About this task:
Read through the lines below and copy the ones holding the string "West".
*** Extracted data Section Begins ***
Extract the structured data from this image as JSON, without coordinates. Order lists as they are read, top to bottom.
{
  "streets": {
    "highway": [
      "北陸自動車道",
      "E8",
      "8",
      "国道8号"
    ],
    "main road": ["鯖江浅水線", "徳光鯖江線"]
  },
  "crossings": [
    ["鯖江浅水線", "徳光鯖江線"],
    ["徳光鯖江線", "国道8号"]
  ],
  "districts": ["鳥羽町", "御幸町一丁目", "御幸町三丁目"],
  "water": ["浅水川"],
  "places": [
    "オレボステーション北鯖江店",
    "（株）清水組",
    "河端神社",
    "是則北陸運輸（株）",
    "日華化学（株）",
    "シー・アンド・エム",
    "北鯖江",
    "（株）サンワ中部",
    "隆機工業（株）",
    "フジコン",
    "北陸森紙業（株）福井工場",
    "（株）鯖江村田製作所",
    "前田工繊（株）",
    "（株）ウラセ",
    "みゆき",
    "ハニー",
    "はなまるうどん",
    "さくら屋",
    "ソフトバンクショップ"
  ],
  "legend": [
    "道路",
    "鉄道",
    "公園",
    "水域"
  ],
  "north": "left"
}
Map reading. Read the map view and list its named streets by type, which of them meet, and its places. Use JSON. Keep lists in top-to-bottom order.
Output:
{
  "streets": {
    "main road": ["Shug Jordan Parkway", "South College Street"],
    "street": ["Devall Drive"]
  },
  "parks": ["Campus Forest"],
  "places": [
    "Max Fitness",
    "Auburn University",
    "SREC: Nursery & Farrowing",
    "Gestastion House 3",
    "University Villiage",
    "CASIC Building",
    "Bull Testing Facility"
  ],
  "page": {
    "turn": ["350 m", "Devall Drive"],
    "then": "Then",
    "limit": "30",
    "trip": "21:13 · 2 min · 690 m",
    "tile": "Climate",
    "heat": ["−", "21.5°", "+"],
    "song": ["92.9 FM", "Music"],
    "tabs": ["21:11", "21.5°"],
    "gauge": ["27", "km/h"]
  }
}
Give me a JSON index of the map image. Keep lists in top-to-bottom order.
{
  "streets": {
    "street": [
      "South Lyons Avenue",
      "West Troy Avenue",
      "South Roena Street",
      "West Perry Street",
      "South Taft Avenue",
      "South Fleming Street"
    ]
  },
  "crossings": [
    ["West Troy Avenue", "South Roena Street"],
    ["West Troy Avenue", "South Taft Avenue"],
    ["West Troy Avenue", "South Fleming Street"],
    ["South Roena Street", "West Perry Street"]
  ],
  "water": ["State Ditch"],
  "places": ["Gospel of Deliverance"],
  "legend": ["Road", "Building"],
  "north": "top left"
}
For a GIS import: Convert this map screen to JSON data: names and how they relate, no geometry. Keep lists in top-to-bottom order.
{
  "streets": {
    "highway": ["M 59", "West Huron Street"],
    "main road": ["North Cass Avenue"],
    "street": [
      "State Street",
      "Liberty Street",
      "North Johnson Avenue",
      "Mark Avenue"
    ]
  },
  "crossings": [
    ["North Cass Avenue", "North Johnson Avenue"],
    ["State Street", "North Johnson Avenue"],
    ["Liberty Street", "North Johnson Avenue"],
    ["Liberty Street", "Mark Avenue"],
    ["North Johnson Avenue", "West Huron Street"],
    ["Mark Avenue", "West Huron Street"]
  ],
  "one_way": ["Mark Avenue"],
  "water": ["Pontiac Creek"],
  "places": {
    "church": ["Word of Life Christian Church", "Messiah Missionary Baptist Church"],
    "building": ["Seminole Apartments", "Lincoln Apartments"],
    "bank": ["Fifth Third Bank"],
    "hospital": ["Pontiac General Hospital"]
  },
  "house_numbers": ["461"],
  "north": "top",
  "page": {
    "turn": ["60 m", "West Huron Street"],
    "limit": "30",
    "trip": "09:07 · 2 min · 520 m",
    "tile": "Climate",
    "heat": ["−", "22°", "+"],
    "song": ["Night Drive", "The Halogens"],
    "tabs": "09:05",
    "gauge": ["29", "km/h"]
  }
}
*** Extracted data Section Ends ***
Reply:
      "West Troy Avenue",
      "West Perry Street",
    ["West Troy Avenue", "South Roena Street"],
    ["West Troy Avenue", "South Taft Avenue"],
    ["West Troy Avenue", "South Fleming Street"],
    ["South Roena Street", "West Perry Street"]
    "highway": ["M 59", "West Huron Street"],
    ["North Johnson Avenue", "West Huron Street"],
    ["Mark Avenue", "West Huron Street"]
    "turn": ["60 m", "West Huron Street"],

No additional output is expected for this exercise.